> [PROBLEM STATEMENT]
Each entry needs to be reproduced exactly, with none left out.

Stored dataset items
----

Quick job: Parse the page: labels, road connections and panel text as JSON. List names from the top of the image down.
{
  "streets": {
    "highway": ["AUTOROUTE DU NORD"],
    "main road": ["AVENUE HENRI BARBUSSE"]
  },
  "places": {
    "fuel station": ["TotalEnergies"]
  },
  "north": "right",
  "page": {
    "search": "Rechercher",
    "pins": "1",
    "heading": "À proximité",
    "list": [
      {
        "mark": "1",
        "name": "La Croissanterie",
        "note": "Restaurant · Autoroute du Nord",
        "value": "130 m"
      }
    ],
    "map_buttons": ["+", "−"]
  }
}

----

> [COMPLETED TASK]
Quick job: Parse the page: labels, road connections and panel text as JSON. List names from the top of the image down.
{
  "streets": {
    "highway": ["AUTOROUTE DU NORD"],
    "main road": ["AVENUE HENRI BARBUSSE"]
  },
  "places": {
    "fuel station": ["TotalEnergies"]
  },
  "north": "right",
  "page": {
    "search": "Rechercher",
    "pins": "1",
    "heading": "À proximité",
    "list": [
      {
        "mark": "1",
        "name": "La Croissanterie",
        "note": "Restaurant · Autoroute du Nord",
        "value": "130 m"
      }
    ],
    "map_buttons": ["+", "−"]
  }
}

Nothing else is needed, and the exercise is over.